The Australian battery project created quite a stir in the power industry. I agree with @KarenRei that Tesla Energy is one of this year's dark horses. (The other one is FSD.)

With the containerized "Megapack" Tesla is well positioned to push out as many of them as there's excess cell capacity at the Gigafactory:
Tesla-Megapack-e1544832509756.jpg


But yeah, no way to model this, yet, but I agree with Elon and JB that Tesla Energy is going to outgrow the Tesla automotive side within a couple of years.
 
Last edited:
An important factor in the iOS versus Android battle is that Google saved all the the (non-apple)phone vendors by providing them a free OS, and at the same time, a common platform for apps. Think of how the mobile phone world would look like today if Google wouldn’t have built Android. That’s how the car world will look like in 10 years time.

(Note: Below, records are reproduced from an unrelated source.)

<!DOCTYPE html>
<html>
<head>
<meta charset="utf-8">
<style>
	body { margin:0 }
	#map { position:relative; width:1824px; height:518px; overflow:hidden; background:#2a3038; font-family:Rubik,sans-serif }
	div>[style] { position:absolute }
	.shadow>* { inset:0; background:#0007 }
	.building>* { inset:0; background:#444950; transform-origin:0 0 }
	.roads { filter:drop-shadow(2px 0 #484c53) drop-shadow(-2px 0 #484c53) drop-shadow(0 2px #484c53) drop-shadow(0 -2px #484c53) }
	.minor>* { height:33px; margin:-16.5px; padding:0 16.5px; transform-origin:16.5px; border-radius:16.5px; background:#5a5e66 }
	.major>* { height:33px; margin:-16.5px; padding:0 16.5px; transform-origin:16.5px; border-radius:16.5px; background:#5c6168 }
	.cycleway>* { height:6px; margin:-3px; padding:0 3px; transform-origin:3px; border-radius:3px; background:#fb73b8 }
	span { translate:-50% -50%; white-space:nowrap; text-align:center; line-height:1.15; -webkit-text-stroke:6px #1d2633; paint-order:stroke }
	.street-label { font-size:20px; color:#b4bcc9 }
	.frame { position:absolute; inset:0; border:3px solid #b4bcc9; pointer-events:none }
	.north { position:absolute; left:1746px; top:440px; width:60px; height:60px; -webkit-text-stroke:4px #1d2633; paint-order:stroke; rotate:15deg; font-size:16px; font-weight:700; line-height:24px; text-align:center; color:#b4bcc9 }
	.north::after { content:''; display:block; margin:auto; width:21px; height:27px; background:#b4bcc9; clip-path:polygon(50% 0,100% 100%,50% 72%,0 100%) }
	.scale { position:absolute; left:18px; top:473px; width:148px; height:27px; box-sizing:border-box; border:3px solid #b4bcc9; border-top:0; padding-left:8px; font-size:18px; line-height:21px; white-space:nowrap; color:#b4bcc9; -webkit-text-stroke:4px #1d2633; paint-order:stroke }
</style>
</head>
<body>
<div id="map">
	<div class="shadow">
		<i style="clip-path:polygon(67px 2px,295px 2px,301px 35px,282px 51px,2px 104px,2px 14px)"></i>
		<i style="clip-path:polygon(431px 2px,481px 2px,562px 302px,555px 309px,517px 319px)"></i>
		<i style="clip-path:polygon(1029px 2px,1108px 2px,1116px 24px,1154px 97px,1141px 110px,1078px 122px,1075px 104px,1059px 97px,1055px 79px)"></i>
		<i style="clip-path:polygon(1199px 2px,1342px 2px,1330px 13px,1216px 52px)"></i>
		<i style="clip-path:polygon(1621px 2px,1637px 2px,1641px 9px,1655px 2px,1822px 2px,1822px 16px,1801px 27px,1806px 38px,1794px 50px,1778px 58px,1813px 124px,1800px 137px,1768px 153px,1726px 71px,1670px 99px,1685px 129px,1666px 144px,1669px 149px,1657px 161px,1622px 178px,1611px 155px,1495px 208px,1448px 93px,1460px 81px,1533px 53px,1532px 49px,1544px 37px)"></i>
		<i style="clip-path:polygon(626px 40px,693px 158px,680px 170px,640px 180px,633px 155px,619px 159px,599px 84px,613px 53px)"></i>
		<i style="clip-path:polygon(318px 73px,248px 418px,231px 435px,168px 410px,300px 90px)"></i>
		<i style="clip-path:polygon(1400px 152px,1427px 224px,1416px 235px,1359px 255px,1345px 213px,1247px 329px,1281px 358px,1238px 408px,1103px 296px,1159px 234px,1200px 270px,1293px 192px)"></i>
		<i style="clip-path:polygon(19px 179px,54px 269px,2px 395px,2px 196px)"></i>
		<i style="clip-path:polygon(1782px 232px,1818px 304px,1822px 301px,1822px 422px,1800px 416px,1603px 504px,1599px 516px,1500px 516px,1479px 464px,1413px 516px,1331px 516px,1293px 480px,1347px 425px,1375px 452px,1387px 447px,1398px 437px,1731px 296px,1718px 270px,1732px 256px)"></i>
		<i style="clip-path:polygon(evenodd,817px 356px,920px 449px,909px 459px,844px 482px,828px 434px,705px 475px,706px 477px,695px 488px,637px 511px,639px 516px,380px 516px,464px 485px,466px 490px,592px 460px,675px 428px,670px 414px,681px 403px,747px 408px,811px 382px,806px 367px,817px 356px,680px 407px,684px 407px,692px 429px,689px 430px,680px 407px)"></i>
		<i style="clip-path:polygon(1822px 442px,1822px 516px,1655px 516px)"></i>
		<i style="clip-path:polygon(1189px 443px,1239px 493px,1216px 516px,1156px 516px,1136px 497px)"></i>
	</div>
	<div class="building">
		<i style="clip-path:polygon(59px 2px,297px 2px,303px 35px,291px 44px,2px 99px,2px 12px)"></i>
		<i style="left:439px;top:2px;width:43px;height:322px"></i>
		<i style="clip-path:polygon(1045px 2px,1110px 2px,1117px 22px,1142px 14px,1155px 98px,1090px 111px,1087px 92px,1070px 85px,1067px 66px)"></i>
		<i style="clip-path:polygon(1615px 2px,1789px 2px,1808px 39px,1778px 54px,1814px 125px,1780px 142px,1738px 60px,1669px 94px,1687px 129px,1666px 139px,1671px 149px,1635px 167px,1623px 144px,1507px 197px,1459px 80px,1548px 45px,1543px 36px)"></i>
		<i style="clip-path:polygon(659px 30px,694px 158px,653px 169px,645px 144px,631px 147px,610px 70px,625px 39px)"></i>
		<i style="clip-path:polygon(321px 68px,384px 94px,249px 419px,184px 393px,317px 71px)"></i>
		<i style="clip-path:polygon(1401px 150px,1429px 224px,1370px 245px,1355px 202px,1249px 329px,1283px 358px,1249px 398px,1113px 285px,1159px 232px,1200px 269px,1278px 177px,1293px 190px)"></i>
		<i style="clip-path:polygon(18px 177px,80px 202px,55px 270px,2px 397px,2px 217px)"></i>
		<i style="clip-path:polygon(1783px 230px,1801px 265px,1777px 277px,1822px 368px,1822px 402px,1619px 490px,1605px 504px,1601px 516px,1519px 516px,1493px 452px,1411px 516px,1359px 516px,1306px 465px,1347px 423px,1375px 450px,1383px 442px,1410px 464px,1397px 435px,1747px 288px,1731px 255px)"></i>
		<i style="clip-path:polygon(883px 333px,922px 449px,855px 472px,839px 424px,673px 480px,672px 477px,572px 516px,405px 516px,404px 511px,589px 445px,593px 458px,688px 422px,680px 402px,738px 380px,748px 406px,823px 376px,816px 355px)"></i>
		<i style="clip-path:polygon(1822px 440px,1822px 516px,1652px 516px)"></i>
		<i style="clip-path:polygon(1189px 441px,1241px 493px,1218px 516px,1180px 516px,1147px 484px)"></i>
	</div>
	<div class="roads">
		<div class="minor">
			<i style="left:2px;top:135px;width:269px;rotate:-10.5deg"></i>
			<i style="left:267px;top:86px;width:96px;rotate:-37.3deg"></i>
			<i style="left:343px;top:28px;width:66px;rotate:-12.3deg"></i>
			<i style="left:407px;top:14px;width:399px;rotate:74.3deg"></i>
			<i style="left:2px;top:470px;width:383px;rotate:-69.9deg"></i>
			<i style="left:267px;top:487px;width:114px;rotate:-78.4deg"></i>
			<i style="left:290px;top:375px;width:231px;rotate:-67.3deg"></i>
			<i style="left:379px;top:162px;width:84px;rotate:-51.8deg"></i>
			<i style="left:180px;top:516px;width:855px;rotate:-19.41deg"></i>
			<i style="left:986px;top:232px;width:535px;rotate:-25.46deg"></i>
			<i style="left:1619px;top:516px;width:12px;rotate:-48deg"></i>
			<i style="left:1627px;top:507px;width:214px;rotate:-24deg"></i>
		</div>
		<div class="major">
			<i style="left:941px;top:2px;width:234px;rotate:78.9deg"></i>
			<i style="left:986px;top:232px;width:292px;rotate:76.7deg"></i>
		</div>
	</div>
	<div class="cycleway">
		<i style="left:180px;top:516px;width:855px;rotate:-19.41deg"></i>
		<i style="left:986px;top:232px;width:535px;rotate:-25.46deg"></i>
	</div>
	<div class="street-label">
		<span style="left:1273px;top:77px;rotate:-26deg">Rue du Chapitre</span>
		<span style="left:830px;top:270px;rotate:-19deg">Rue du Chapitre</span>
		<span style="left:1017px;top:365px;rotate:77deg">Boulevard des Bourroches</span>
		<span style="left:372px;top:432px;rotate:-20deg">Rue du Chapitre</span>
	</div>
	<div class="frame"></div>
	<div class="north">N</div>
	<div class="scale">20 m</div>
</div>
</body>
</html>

I find it hard to believe that the SINGLE digit $ cost of a mobile OS is what enabled third party companies to survive in the low cost smartphone market. (and they don't really get access to any current generation OS at the time). Not having to build an OS from scratch is a thing for sure but not having to have paid a third party for it to license wasn't the difference between starting or not starting, or profit and no profit, etc.
 
An important factor in the iOS versus Android battle is that Google saved all the the (non-apple)phone vendors by providing them a free OS, and at the same time, a common platform for apps. Think of how the mobile phone world would look like today if Google wouldn’t have built Android. That’s how the car world will look like in 10 years time.
Google didn't build Android - they bought Android Inc in 2005.